### TASK BRIEF
The lines wanted are those in the data below that include "Delphinium".

### SOURCE RECORDS
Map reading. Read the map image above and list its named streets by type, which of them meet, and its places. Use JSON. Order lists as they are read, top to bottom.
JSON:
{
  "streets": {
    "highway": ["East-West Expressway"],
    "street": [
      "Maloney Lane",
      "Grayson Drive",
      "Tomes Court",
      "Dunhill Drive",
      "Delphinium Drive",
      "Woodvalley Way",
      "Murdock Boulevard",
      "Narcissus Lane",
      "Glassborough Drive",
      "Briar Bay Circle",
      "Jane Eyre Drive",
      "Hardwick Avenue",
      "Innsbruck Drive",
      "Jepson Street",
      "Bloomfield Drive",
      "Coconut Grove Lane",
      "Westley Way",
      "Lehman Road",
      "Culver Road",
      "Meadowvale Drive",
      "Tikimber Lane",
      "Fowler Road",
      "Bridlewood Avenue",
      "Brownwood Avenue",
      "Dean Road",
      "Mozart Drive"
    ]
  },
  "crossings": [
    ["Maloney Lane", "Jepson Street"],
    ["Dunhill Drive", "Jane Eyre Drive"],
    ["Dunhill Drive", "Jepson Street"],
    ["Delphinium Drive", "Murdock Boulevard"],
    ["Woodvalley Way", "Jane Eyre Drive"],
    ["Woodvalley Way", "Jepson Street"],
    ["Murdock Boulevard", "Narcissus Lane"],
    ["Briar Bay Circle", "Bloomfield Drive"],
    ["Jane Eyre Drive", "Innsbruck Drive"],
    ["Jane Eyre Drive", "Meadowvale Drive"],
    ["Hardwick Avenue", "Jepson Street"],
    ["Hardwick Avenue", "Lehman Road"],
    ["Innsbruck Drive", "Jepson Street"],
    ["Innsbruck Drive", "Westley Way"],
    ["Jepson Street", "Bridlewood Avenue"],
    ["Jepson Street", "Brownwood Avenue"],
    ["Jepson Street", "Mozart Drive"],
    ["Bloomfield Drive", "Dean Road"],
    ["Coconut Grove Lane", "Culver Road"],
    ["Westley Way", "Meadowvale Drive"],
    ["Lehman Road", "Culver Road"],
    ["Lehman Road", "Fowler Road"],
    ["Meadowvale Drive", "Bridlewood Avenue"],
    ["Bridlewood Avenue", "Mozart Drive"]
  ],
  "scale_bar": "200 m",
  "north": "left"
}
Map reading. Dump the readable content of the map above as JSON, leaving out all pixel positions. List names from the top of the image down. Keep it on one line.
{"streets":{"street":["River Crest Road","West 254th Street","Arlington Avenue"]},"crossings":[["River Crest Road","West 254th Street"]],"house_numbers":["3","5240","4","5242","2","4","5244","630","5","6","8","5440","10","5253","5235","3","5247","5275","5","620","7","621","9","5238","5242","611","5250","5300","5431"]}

### SOLUTION BELOW
      "Delphinium Drive",
    ["Delphinium Drive", "Murdock Boulevard"],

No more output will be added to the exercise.